From the entries below, copy every line that holds the word "View".

■ **Items from a dataset**
• • • •

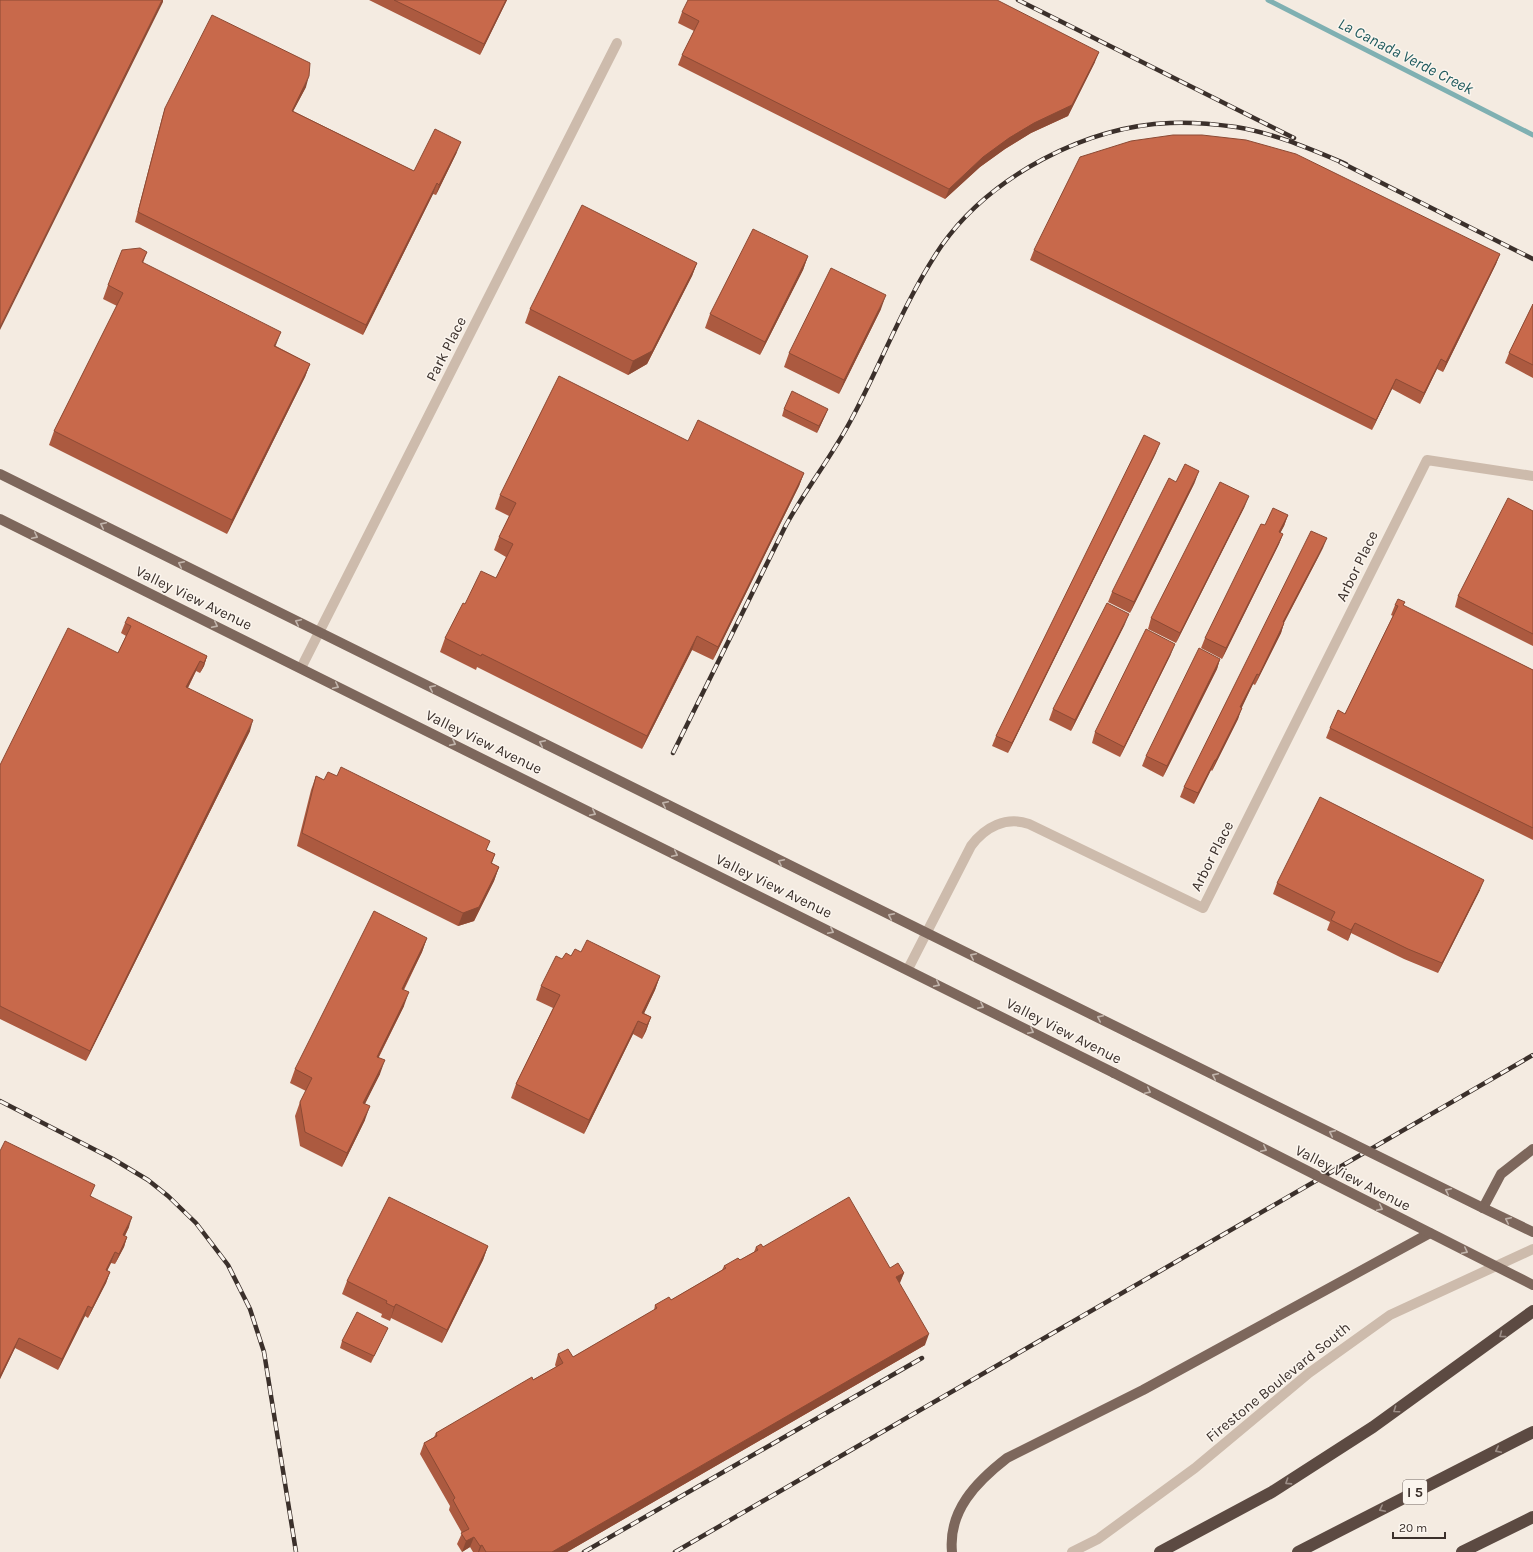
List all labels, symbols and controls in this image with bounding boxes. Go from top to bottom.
water label: La Canada Verde Creek [1335,14,1478,99]
street label: Park Place [422,314,470,384]
one-way arrow [100,522,107,530]
street label: Arbor Place [1332,528,1382,604]
one-way arrow [31,531,38,539]
one-way arrow [178,561,186,569]
street label: Valley View Avenue [133,562,255,634]
one-way arrow [295,619,302,627]
one-way arrow [210,620,218,628]
one-way arrow [332,681,340,689]
one-way arrow [429,686,436,693]
street label: Valley View Avenue [423,706,545,778]
one-way arrow [449,739,456,746]
one-way arrow [539,740,546,748]
one-way arrow [662,801,669,809]
one-way arrow [589,808,596,816]
street label: Arbor Place [1187,818,1237,894]
one-way arrow [671,849,678,857]
street label: Valley View Avenue [713,850,835,922]
one-way arrow [778,859,786,867]
one-way arrow [888,913,895,921]
one-way arrow [827,926,835,934]
one-way arrow [970,953,978,961]
one-way arrow [933,979,940,987]
street label: Valley View Avenue [1003,994,1125,1068]
one-way arrow [977,1001,984,1009]
one-way arrow [1096,1015,1104,1023]
one-way arrow [1026,1026,1034,1034]
one-way arrow [1212,1073,1220,1080]
one-way arrow [1144,1086,1152,1093]
one-way arrow [1329,1130,1336,1138]
street label: Valley View Avenue [1292,1141,1414,1215]
one-way arrow [1260,1145,1268,1152]
one-way arrow [1445,1188,1453,1196]
one-way arrow [1376,1203,1384,1211]
one-way arrow [1505,1217,1512,1225]
one-way arrow [1461,1246,1468,1254]
street label: Firestone Boulevard South [1202,1318,1354,1446]
one-way arrow [1499,1330,1506,1337]
one-way arrow [1393,1405,1400,1413]
one-way arrow [1495,1445,1502,1453]
one-way arrow [1285,1477,1292,1485]
road number: I 5 [1403,1480,1427,1504]
one-way arrow [1379,1504,1387,1512]
scale bar [1393,1514,1445,1540]
text: 20 m [1399,1521,1427,1535]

• • • •

■ **Exercise output**
street label: Valley View Avenue [133,562,255,634]
street label: Valley View Avenue [423,706,545,778]
street label: Valley View Avenue [713,850,835,922]
street label: Valley View Avenue [1003,994,1125,1068]
street label: Valley View Avenue [1292,1141,1414,1215]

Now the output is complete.